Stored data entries
################
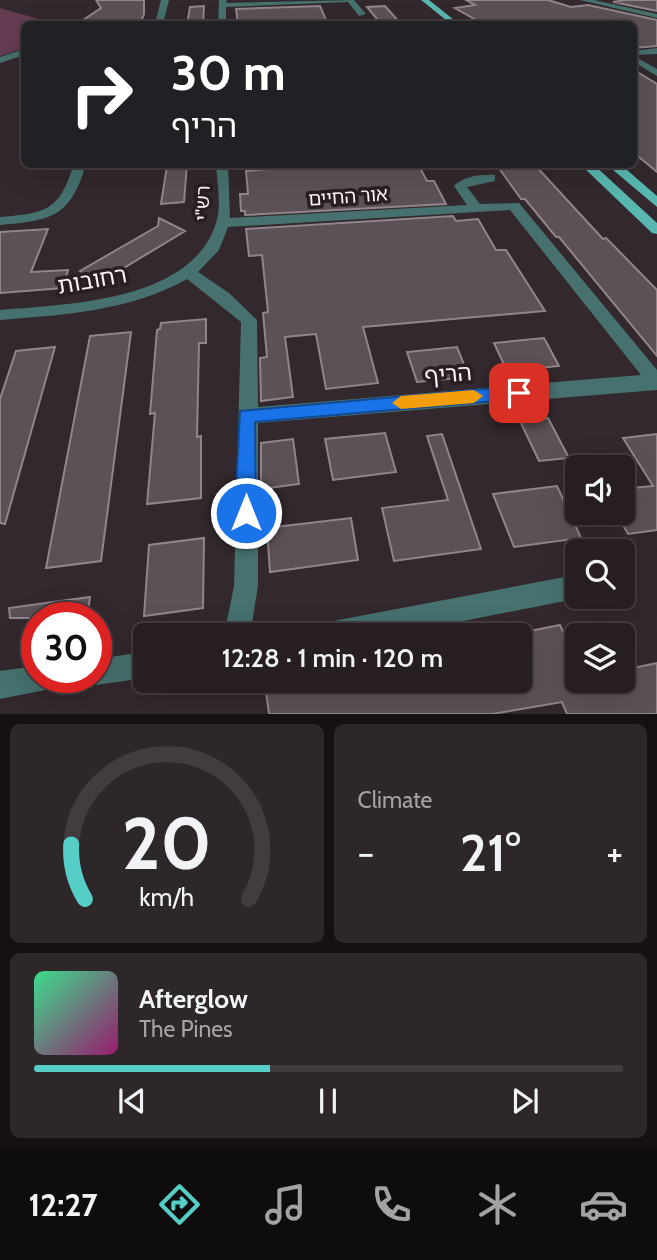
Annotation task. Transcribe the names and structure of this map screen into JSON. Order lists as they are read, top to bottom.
{
  "streets": {
    "street": [
      "אור החיים",
      "רש\"י",
      "רחובות",
      "הריף"
    ]
  },
  "crossings": [
    ["אור החיים", "רש\"י"],
    ["אור החיים", "הריף"],
    ["רש\"י", "רחובות"]
  ],
  "page": {
    "turn": ["30 m", "הריף"],
    "limit": "30",
    "trip": "12:28 · 1 min · 120 m",
    "tile": "Climate",
    "heat": ["−", "21°", "+"],
    "song": ["Afterglow", "The Pines"],
    "tabs": "12:27",
    "gauge": ["20", "km/h"]
  }
}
################
§ **Assigned task**: Each line of the data above must be repeated exactly, images excluded.

§ **Written reply**:
Annotation task. Transcribe the names and structure of this map screen into JSON. Order lists as they are read, top to bottom.
{
  "streets": {
    "street": [
      "אור החיים",
      "רש\"י",
      "רחובות",
      "הריף"
    ]
  },
  "crossings": [
    ["אור החיים", "רש\"י"],
    ["אור החיים", "הריף"],
    ["רש\"י", "רחובות"]
  ],
  "page": {
    "turn": ["30 m", "הריף"],
    "limit": "30",
    "trip": "12:28 · 1 min · 120 m",
    "tile": "Climate",
    "heat": ["−", "21°", "+"],
    "song": ["Afterglow", "The Pines"],
    "tabs": "12:27",
    "gauge": ["20", "km/h"]
  }
}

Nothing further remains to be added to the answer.